Billy stopped and looked at him, “I was gonna see if I could get one of the people that’s juiced in on the committees to tell you the deal.”
With that, the man finally tied his dinghy to the F
ooly Involved
and came aboard. After radio negotiations with Mack back on Gulf Shores, all was well. The fact that giving a home to thirty shrimp boat refugee families, who brought their boats along with them and could help feed the island through the winter, was a good deal that was not lost on the civil leadership back on the island.
With the deal worked out, Billy extended his hand to the Vietnamese.
“Billy Harris,” he said with an outstretched palm and a crooked grin. The man’s small hand felt like steel when he grasped Billy’s.

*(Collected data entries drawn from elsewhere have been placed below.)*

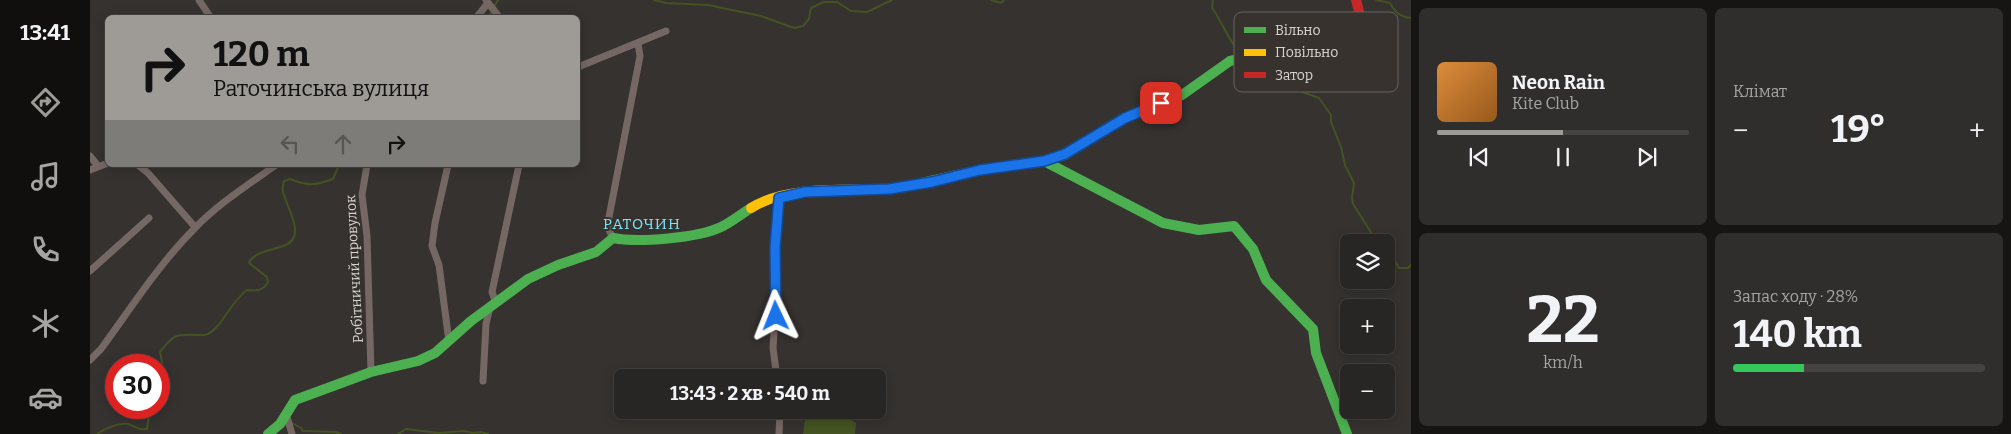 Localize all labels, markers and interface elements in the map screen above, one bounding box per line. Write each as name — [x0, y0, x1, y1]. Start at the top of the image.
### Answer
legend — [1234, 12, 1398, 92]
text: 13:41 — [20, 19, 70, 46]
text: Вільно — [1275, 22, 1320, 39]
text: 120 m — [213, 33, 310, 75]
icon: right — [130, 35, 195, 100]
text: Повільно — [1275, 44, 1338, 61]
text: Затор — [1275, 67, 1313, 84]
text: Neon Rain — [1512, 71, 1605, 94]
text: Раточинська вулиця — [213, 75, 429, 102]
pin — [1140, 82, 1182, 124]
text: Клімат — [1733, 82, 1787, 101]
icon: directions — [28, 85, 63, 120]
icon: arrive — [1147, 89, 1175, 117]
text: Kite Club — [1512, 94, 1579, 113]
text: 19° — [1831, 106, 1886, 152]
text: − — [1733, 114, 1748, 147]
text: + — [1969, 114, 1985, 147]
icon: left — [276, 130, 304, 158]
icon: ahead — [329, 130, 357, 158]
icon: right — [382, 130, 410, 158]
icon: previous — [1465, 143, 1493, 171]
icon: pause — [1549, 143, 1577, 171]
icon: next — [1633, 143, 1661, 171]
icon: music — [28, 159, 63, 194]
street label: Робітничий провулок — [342, 194, 367, 344]
district label: РАТОЧИН — [603, 215, 681, 233]
icon: phone — [28, 232, 63, 267]
map controls — [1340, 234, 1395, 419]
button: layers — [1340, 234, 1395, 289]
text: 22 — [1526, 281, 1600, 359]
text: Запас ходу · 28% — [1733, 287, 1858, 306]
position arrow — [749, 289, 801, 341]
button: + — [1340, 299, 1395, 354]
icon: climate — [28, 306, 63, 341]
text: 140 km — [1733, 311, 1862, 357]
text: km/h — [1543, 353, 1583, 372]
speed limit sign: 30 — [105, 354, 170, 419]
button: − — [1340, 364, 1395, 419]
icon: car — [28, 380, 63, 415]
text: 13:43 · 2 хв · 540 m — [670, 382, 830, 405] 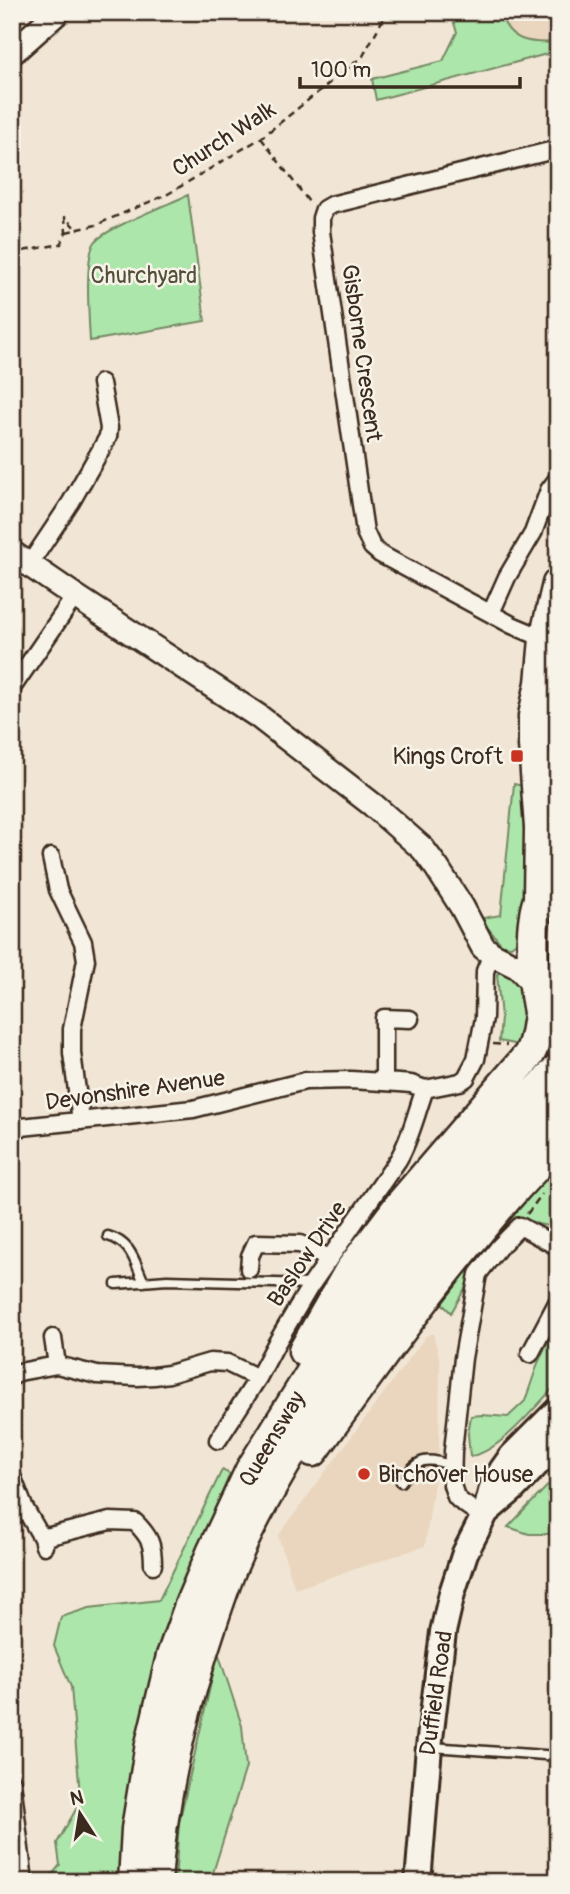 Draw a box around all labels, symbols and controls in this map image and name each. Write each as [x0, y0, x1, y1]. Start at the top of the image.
scale bar [300, 46, 521, 90]
text: 100 m [311, 57, 371, 84]
street label: Church Walk [167, 95, 282, 183]
park label: Churchyard [91, 261, 197, 290]
street label: Gisborne Crescent [335, 262, 389, 444]
place label: Kings Croft [393, 742, 504, 771]
marker: Kings Croft [509, 748, 525, 764]
street label: Devonshire Avenue [43, 1063, 227, 1117]
street label: Baslow Drive [261, 1195, 353, 1312]
street label: Queensway [232, 1386, 312, 1492]
place label: Birchover House [378, 1460, 534, 1489]
marker: Birchover House [356, 1466, 372, 1482]
street label: Duffield Road [413, 1629, 459, 1757]
north arrow [46, 1778, 116, 1848]
text: N [68, 1785, 86, 1811]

His palm was like cardboard from decades of sun and saltwater.
“I am Thanh Trung. In Vietnam, my family name means
loyal
and I am. These are my people,” he said pointing to the forest of shrimp boat masts off the bow. “We are all we have.”
“Not any more Mr. Trung, looks like we are all in this together,” Billy said to him.
“Thank you. For the past couple weeks our only home was wherever we drop anchor. That’s fine for us old men, but the sea is no place for our children. Trust me, I know, man,” Mr. Trung explained.
“What happened in Bayou La Batre?” one of the Fort Morgan cousins asked. The small town of about 2000, about half of whom were Vietnamese, was well known as the
Seafood Capital of Alabama
and was home to one of the largest shrimping fleets in the Gulf.
“Bad shit, dude. As soon as the cops disappeared, we packed up our boats and left town. We tried for Pascagoula but it was bad there, too, houses along the beach on fire, sirens everywhere, and gunshots. We started towards Gulf Shores and saw fires there too, so we went out in to the Gulf. Thirty years ago, I left Vietnam. We are used to surviving. Used to being a refugee. So now we are Boat People again, man,” Mr. Trung said.
“Seen anything since you’ve been out here?” Billy asked.
“A few boats come close but don’t stop. We only speak Vietnamese on radio to other Vietnamese. Like code talkers, man, come on. We did see a couple ghost boats though.”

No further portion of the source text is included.